What you are asked to do: In your answer, transcribe all of the data exactly.

Material supplied START

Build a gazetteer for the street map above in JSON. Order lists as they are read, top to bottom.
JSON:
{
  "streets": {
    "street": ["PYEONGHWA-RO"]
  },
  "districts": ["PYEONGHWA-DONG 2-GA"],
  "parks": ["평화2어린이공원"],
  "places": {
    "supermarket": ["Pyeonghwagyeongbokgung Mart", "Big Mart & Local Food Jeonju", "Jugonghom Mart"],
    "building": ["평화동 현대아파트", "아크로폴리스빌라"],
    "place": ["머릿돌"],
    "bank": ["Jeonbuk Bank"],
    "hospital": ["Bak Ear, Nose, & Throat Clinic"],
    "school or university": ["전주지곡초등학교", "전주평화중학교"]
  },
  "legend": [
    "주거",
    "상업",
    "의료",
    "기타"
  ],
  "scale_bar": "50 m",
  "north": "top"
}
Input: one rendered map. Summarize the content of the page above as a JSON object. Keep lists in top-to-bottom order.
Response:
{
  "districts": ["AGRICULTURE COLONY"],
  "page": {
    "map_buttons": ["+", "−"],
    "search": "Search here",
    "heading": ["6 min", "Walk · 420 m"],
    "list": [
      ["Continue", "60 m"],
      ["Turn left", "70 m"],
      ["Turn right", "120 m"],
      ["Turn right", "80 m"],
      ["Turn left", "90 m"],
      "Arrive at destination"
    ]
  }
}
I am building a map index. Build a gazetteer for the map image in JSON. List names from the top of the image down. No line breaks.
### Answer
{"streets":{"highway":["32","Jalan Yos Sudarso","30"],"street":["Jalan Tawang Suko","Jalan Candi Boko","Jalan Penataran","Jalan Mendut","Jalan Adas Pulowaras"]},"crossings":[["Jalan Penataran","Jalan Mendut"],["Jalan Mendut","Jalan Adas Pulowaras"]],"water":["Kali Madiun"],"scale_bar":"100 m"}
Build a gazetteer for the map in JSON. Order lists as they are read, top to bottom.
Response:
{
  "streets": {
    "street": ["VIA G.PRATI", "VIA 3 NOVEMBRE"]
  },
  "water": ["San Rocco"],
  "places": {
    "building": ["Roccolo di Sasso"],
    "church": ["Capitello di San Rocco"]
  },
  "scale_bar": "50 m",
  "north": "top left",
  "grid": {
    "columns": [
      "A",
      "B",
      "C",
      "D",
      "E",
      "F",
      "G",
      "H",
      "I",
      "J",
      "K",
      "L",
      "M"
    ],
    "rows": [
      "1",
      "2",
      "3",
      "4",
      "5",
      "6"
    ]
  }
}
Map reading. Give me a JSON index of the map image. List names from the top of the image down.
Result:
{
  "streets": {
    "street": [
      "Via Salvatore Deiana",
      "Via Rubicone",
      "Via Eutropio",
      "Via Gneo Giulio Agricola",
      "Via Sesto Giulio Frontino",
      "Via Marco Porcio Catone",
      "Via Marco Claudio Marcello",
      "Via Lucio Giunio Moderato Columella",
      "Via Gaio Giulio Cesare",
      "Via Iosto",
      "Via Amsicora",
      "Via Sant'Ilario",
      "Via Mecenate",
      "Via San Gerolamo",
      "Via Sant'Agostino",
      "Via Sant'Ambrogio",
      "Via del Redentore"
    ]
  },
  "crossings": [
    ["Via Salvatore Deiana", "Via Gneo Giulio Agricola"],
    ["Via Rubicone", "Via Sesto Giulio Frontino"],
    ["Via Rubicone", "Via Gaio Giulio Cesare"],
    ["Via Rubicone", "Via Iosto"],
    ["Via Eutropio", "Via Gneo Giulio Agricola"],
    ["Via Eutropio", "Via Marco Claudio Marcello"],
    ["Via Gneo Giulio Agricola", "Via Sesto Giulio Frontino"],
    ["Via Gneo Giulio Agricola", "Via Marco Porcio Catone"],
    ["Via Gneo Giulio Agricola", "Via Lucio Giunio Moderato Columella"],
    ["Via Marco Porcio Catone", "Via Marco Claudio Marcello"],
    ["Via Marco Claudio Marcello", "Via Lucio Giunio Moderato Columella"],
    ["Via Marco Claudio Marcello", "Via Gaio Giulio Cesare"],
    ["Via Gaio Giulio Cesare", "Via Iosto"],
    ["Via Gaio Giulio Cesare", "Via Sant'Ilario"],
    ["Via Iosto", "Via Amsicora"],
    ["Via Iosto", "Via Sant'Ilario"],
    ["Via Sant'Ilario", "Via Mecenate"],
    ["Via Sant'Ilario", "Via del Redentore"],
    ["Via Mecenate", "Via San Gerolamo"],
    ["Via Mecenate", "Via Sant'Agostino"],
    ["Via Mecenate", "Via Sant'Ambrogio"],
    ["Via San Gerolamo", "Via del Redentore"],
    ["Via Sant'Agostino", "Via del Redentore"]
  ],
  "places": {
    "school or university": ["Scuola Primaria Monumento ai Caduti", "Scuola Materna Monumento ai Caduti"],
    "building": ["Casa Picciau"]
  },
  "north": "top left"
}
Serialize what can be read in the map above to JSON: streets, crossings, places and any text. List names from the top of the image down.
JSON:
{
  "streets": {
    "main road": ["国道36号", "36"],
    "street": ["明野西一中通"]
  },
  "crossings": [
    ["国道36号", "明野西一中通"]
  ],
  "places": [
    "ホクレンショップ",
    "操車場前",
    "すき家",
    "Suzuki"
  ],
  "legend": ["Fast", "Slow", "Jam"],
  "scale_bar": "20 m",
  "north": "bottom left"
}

Material supplied END

Answer to the problem:
Build a gazetteer for the street map above in JSON. Order lists as they are read, top to bottom.
JSON:
{
  "streets": {
    "street": ["PYEONGHWA-RO"]
  },
  "districts": ["PYEONGHWA-DONG 2-GA"],
  "parks": ["평화2어린이공원"],
  "places": {
    "supermarket": ["Pyeonghwagyeongbokgung Mart", "Big Mart & Local Food Jeonju", "Jugonghom Mart"],
    "building": ["평화동 현대아파트", "아크로폴리스빌라"],
    "place": ["머릿돌"],
    "bank": ["Jeonbuk Bank"],
    "hospital": ["Bak Ear, Nose, & Throat Clinic"],
    "school or university": ["전주지곡초등학교", "전주평화중학교"]
  },
  "legend": [
    "주거",
    "상업",
    "의료",
    "기타"
  ],
  "scale_bar": "50 m",
  "north": "top"
}
Input: one rendered map. Summarize the content of the page above as a JSON object. Keep lists in top-to-bottom order.
Response:
{
  "districts": ["AGRICULTURE COLONY"],
  "page": {
    "map_buttons": ["+", "−"],
    "search": "Search here",
    "heading": ["6 min", "Walk · 420 m"],
    "list": [
      ["Continue", "60 m"],
      ["Turn left", "70 m"],
      ["Turn right", "120 m"],
      ["Turn right", "80 m"],
      ["Turn left", "90 m"],
      "Arrive at destination"
    ]
  }
}
I am building a map index. Build a gazetteer for the map image in JSON. List names from the top of the image down. No line breaks.
### Answer
{"streets":{"highway":["32","Jalan Yos Sudarso","30"],"street":["Jalan Tawang Suko","Jalan Candi Boko","Jalan Penataran","Jalan Mendut","Jalan Adas Pulowaras"]},"crossings":[["Jalan Penataran","Jalan Mendut"],["Jalan Mendut","Jalan Adas Pulowaras"]],"water":["Kali Madiun"],"scale_bar":"100 m"}
Build a gazetteer for the map in JSON. Order lists as they are read, top to bottom.
Response:
{
  "streets": {
    "street": ["VIA G.PRATI", "VIA 3 NOVEMBRE"]
  },
  "water": ["San Rocco"],
  "places": {
    "building": ["Roccolo di Sasso"],
    "church": ["Capitello di San Rocco"]
  },
  "scale_bar": "50 m",
  "north": "top left",
  "grid": {
    "columns": [
      "A",
      "B",
      "C",
      "D",
      "E",
      "F",
      "G",
      "H",
      "I",
      "J",
      "K",
      "L",
      "M"
    ],
    "rows": [
      "1",
      "2",
      "3",
      "4",
      "5",
      "6"
    ]
  }
}
Map reading. Give me a JSON index of the map image. List names from the top of the image down.
Result:
{
  "streets": {
    "street": [
      "Via Salvatore Deiana",
      "Via Rubicone",
      "Via Eutropio",
      "Via Gneo Giulio Agricola",
      "Via Sesto Giulio Frontino",
      "Via Marco Porcio Catone",
      "Via Marco Claudio Marcello",
      "Via Lucio Giunio Moderato Columella",
      "Via Gaio Giulio Cesare",
      "Via Iosto",
      "Via Amsicora",
      "Via Sant'Ilario",
      "Via Mecenate",
      "Via San Gerolamo",
      "Via Sant'Agostino",
      "Via Sant'Ambrogio",
      "Via del Redentore"
    ]
  },
  "crossings": [
    ["Via Salvatore Deiana", "Via Gneo Giulio Agricola"],
    ["Via Rubicone", "Via Sesto Giulio Frontino"],
    ["Via Rubicone", "Via Gaio Giulio Cesare"],
    ["Via Rubicone", "Via Iosto"],
    ["Via Eutropio", "Via Gneo Giulio Agricola"],
    ["Via Eutropio", "Via Marco Claudio Marcello"],
    ["Via Gneo Giulio Agricola", "Via Sesto Giulio Frontino"],
    ["Via Gneo Giulio Agricola", "Via Marco Porcio Catone"],
    ["Via Gneo Giulio Agricola", "Via Lucio Giunio Moderato Columella"],
    ["Via Marco Porcio Catone", "Via Marco Claudio Marcello"],
    ["Via Marco Claudio Marcello", "Via Lucio Giunio Moderato Columella"],
    ["Via Marco Claudio Marcello", "Via Gaio Giulio Cesare"],
    ["Via Gaio Giulio Cesare", "Via Iosto"],
    ["Via Gaio Giulio Cesare", "Via Sant'Ilario"],
    ["Via Iosto", "Via Amsicora"],
    ["Via Iosto", "Via Sant'Ilario"],
    ["Via Sant'Ilario", "Via Mecenate"],
    ["Via Sant'Ilario", "Via del Redentore"],
    ["Via Mecenate", "Via San Gerolamo"],
    ["Via Mecenate", "Via Sant'Agostino"],
    ["Via Mecenate", "Via Sant'Ambrogio"],
    ["Via San Gerolamo", "Via del Redentore"],
    ["Via Sant'Agostino", "Via del Redentore"]
  ],
  "places": {
    "school or university": ["Scuola Primaria Monumento ai Caduti", "Scuola Materna Monumento ai Caduti"],
    "building": ["Casa Picciau"]
  },
  "north": "top left"
}
Serialize what can be read in the map above to JSON: streets, crossings, places and any text. List names from the top of the image down.
JSON:
{
  "streets": {
    "main road": ["国道36号", "36"],
    "street": ["明野西一中通"]
  },
  "crossings": [
    ["国道36号", "明野西一中通"]
  ],
  "places": [
    "ホクレンショップ",
    "操車場前",
    "すき家",
    "Suzuki"
  ],
  "legend": ["Fast", "Slow", "Jam"],
  "scale_bar": "20 m",
  "north": "bottom left"
}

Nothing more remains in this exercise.